> [EXERCISE GOAL]: Where a line below has the string "direction" in it, include it in the count, and give that count alone.

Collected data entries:
========

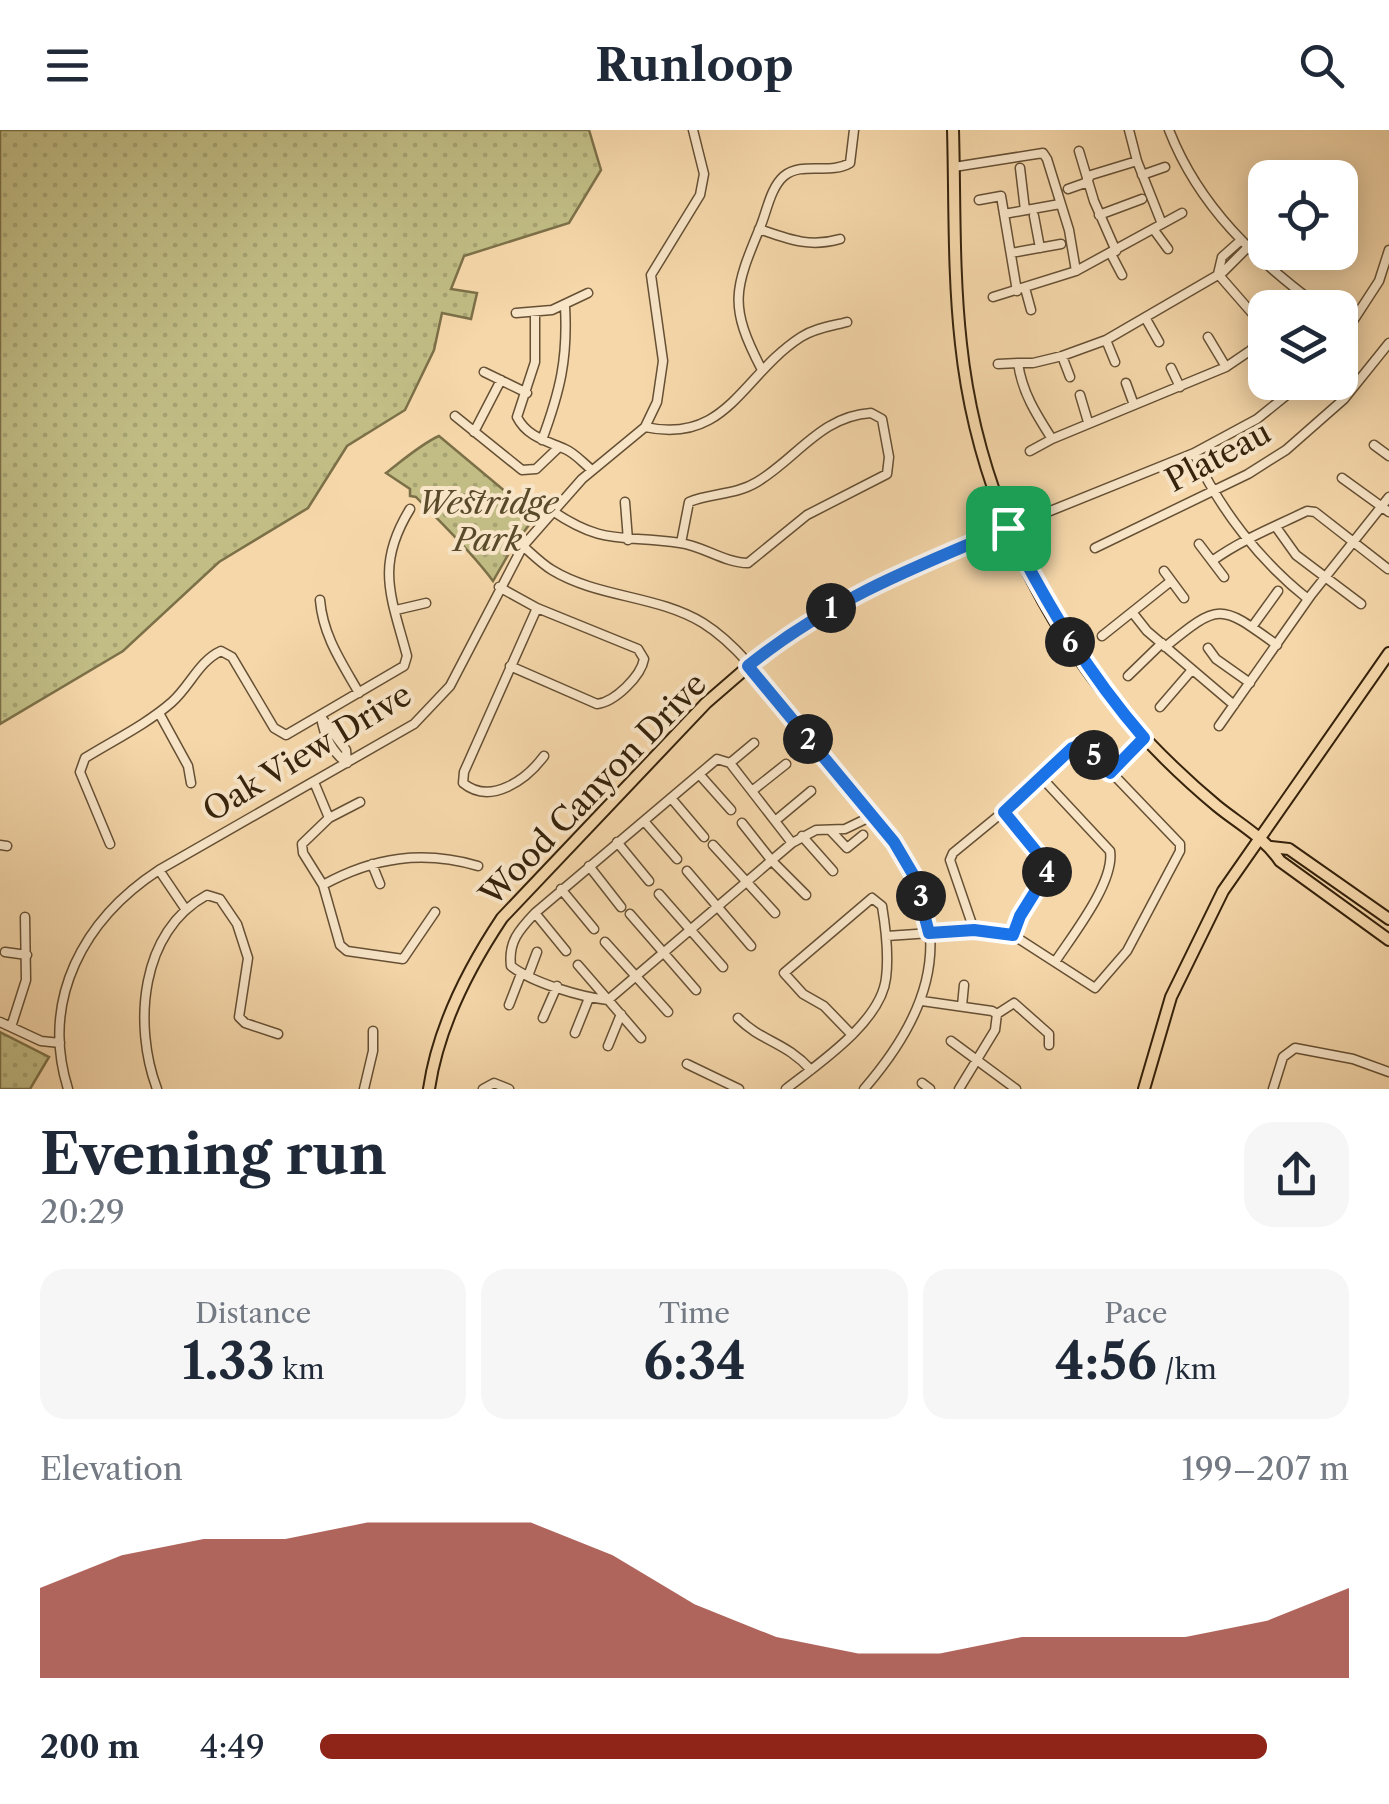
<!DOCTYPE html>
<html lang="en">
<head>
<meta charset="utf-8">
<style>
	:root { --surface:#fff; --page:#f6f6f7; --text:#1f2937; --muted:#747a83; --accent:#8f2418 }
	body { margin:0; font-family:"Libre Caslon Text",serif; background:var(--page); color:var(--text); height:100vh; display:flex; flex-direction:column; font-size:38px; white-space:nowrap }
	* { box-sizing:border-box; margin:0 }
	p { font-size:32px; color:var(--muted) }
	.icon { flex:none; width:55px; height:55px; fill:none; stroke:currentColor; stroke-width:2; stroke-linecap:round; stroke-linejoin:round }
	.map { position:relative; height:959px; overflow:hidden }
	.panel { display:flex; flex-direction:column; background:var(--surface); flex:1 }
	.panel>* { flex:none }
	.fabs { position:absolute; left:1248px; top:30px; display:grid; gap:20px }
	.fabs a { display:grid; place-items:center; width:110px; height:110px; border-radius:20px; background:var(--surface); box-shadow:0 5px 25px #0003; font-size:50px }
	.pin { position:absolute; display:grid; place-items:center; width:85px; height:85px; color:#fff; margin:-42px; border-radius:20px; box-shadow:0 5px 15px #0006 }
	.km { position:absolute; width:50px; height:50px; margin:-25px; border-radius:50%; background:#222; color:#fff; font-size:28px; line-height:50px; text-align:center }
	.round { display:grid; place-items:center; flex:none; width:105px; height:105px; border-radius:30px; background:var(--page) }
	.summary { display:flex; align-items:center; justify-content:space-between; height:170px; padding:0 40px }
	h1 { font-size:55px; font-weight:700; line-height:75px }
	.figures { display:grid; grid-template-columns:repeat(3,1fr); gap:15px; height:170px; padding:10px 40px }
	.figures div { display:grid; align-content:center; border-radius:25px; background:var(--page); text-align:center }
	.figures b { font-size:50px; font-weight:700 }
	.figures small { font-size:28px; font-weight:400 }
	.figures p { font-size:28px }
	.chart { height:280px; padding:20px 40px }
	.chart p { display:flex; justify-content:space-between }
	.chart svg { width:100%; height:180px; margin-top:10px; fill:var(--accent); opacity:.7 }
	ul { padding:0 40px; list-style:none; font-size:32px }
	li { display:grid; grid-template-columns:160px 120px 1fr; align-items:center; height:75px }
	li i { height:25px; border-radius:12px; background:var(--accent) }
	header { display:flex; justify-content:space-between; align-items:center; height:130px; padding:0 40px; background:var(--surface); font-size:45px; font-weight:700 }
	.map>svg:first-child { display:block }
</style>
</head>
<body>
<header><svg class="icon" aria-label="menu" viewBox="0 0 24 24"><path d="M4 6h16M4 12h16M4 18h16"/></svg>Runloop<svg class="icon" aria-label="search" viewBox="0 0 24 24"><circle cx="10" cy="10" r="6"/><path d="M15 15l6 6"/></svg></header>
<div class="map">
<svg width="1389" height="959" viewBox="0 0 1389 959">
	<defs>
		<pattern id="park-dots" width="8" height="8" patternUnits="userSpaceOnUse" patternTransform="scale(2.5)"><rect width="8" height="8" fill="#c1bd85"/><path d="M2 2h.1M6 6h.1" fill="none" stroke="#a6a272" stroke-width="1.8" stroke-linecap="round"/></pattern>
	</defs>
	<rect width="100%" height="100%" fill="#f5d7aa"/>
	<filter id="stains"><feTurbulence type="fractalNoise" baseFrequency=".002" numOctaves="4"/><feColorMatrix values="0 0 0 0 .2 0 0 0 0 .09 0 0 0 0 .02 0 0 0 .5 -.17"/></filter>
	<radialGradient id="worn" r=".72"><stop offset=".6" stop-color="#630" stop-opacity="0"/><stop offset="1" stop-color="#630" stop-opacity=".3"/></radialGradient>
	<path fill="url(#park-dots)" stroke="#7c7048" stroke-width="2.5" d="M0,0H589L601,40L569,93L464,126L451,159L477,163L471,189L442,183L434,220L405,280L347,316L308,378L219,432L123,521L0,594Z
		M439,306L519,373L537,384L512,418L493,451C469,419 442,394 416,367L410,366V359L386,343C403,330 421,314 439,306Z
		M0,902L49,927L30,959H0Z"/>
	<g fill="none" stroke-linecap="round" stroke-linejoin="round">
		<defs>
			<path id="minor" d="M1129,0L1137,31L1162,94
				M1169,0C1199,77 1256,130 1321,178
				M1079,21L1094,71L1116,121
				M954,37L1043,23L1047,29L1069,100L1076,141
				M1020,38L1025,80
				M1142,45L1165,37
				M1068,59L1085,53L1091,45L1137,31
				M979,70L1001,66L1017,161
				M1004,84L1060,74
				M1099,85L1142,69
				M1034,86L1040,118
				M759,99C788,109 809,118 840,109
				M1154,100L1168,119
				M1247,118L1223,142L1106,210L1062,226L1033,233H1018C1022,262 1036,284 1052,309L1226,237L1251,220L1265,201
				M1011,123L1061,114
				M1111,124L1122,145
				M1218,144L1265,198
				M1218,144L1222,127L1240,111
				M1025,158L1031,180
				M993,167L1076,141L1182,83
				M516,183L552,180L588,163
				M535,183V232L517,287C527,307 547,311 565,319C575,323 584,334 592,340
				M1146,189L1159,212
				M1208,207L1226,237
				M1106,210L1115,232
				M1340,211L1379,151L1389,120
				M1062,226L1070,247
				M998,234L1018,233
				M1171,238L1180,257
				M762,240C728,175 734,160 761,95C767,80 771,57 784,46C802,31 830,45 850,33L854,0
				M484,242L527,263
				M1126,253L1134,275
				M1080,265L1088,292
				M455,286L522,340L536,339L558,318
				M645,297C727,315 742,245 801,207C815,198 832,196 847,192
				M474,302L501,250
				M542,310C560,261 568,229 565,176
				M1374,315L1389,326
				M1030,321L1052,309
				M1194,323C1219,379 1261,432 1308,469
				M1342,348L1389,382
				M625,372L628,410
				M551,380C605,417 622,404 680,413C703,416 725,433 748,433L807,385L887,344L889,327L882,289L871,283C821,286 797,328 757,352C736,365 711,363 689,372L681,413
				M1276,397L1296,425L1361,474
				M1008,398L1194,323L1257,289L1303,252
				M1199,414L1224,447
				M523,416C532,424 542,434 552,440C598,468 657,465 703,493C746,520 778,572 810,611C842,650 880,687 906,730C956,816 923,891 864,959
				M1095,418L1248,344L1286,320L1344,269L1389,213
				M1212,431C1241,410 1274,397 1307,381L1315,382L1388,439
				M1164,441L1184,468
				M499,457L537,478L638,519L644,529C641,546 615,572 597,574L510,536
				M320,470C323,506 342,533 359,563
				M537,478L464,642L463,653C491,676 527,649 544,626
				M396,480L426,473
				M1132,482L1147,501L1234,575
				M1252,497L1278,461
				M1102,506L1171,451
				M1165,517C1220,472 1220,474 1277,515
				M1208,518L1216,529L1250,553
				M1128,546L1162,513
				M1160,577L1191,541
				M159,583L188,636L191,653
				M321,587C324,605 332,622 347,633
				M321,587L346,620L347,633
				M1219,596L1311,465L1389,367
				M730,633L754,613
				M1111,643L1145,608
				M699,644L731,680
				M1041,647L1110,721C1115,752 1072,806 1055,832
				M314,652L329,688
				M752,661L786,634
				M671,668L704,707
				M360,672L329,688L302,714L303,723L323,755L340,815L347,821L403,829L435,782
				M1003,682L1044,731L1048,741L1020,786L1013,805
				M644,691L677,729
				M775,691L811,661
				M742,693L772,731L806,765
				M831,701L847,718L863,705
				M802,706L833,741
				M617,712L649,751
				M792,713L730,633L717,629L535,783C519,800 508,812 511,836C533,853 581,867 608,870L792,713L816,700L845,699L872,686
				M110,714L80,642L85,628C114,610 147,594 172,572C190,556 199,531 221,521L232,527L274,598L286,605L404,536L407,526C391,466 375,436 410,379
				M0,715L7,716
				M713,715L775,783
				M372,734L380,754
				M589,736L621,777
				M159,740L186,780
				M687,741L751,816
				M323,755C374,727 423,720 478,736
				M561,759L594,799
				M659,764L723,837
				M535,783L566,821
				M630,784L696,860
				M887,806L974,800L1013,805L1095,858L1127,821L1180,721V714L1088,618L1080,615L1071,618L1003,682L953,723L950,730L974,800
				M605,812L668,882
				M5,822L27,825
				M578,835L641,908
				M528,846L537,822
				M922,871L992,881L997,884L995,900L959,959
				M509,875L521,844
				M962,876L964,855
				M997,884L1014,873L1049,904V915
				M543,888L557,856
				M738,888C762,912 786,912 811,940
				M0,892L41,911L60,913
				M11,897L26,850L25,787
				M575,903L589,868
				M951,911L1016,959
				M608,916L621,884
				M687,934L739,959
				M922,953L930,959
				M68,959C40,869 84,789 159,740L414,594L450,556L523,416L582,349L645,297L657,272L663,231L651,145L700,65L704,44L693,0
				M157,959C133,895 140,801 207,765L220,769L237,794L248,828L239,887L245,893L278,904
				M364,959L373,921V901
				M483,959L494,953L509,959
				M786,959C818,934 881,892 886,848C889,825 886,800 882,776L872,768L784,843L803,864L824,876L852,905
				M1273,959L1283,927L1295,918L1353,929L1389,942"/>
			<path id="major" d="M953,0C955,71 953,143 961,214C975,346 1032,479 1119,580C1149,614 1182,647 1217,676C1239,694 1264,707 1280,731L1389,810
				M1271,717L1289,719L1389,789
				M429,959C438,897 468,839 502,788L706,573L758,528L813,489L879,452L1008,398
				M1144,959L1171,867L1223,761L1389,523"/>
		</defs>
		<use href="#minor" stroke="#665034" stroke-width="11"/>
		<use href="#major" stroke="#36230c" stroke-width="14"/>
		<use href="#minor" stroke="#f8e5c8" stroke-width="8"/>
		<use href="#major" stroke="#f5d7aa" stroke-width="10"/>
	</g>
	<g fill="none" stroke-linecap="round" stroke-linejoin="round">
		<defs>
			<path id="route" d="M1008,398C1048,476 1087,542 1144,608L1110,643L1088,618L1080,615L1072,618L1004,682L1044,731L1048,741L1020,786L1013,805L974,800L929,803L914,746L894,712L748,536C828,471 914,437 1008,398Z"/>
		</defs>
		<use href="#route" stroke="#fff" stroke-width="20"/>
		<use href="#route" stroke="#1a73e8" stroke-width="12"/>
	</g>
	<g text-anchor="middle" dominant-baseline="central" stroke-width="8" stroke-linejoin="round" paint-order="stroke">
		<g font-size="32" fill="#36230c" stroke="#f8e5c8">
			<text transform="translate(1218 326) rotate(-28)">Plateau</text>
			<text transform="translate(307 622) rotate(-31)">Oak View Drive</text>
			<text transform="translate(593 659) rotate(-46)">Wood Canyon Drive</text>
		</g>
		<g font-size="32" font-style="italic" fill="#594a2a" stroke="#f8e5c8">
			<text x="488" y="372">Westridge<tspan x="488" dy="37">Park</tspan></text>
		</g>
	</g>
	<rect width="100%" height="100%" filter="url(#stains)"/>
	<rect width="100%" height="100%" fill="url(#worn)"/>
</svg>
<div class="fabs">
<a><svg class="icon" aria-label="locate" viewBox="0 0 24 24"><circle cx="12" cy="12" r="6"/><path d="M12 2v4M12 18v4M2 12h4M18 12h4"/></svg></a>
<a><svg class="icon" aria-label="layers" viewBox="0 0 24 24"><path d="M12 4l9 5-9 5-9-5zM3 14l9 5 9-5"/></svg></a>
</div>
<div class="pin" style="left:1008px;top:398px;background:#1e9e55"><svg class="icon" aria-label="arrive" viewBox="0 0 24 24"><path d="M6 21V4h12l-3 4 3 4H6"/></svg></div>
<b class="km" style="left:831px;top:478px">1</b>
<b class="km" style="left:808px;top:609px">2</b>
<b class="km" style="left:921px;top:766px">3</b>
<b class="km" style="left:1047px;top:742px">4</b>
<b class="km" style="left:1094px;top:625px">5</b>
<b class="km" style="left:1070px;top:512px">6</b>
</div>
<section class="panel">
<div class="summary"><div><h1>Evening run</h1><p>20:29</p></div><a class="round"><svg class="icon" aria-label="share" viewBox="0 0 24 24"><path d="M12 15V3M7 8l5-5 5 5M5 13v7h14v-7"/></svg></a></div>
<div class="figures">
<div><p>Distance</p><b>1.33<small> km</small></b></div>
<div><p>Time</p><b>6:34</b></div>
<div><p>Pace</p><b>4:56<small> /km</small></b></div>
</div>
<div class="chart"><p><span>Elevation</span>199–207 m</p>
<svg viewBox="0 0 160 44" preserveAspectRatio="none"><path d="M0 44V22L10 14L20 10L30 10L40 6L50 6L60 6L70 14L80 26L90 34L100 38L110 38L120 34L130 34L140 34L150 30L160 22V44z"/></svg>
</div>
<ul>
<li><b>200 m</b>4:49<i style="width:92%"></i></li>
</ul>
</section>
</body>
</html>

========

> [FINISHED TASK]: 2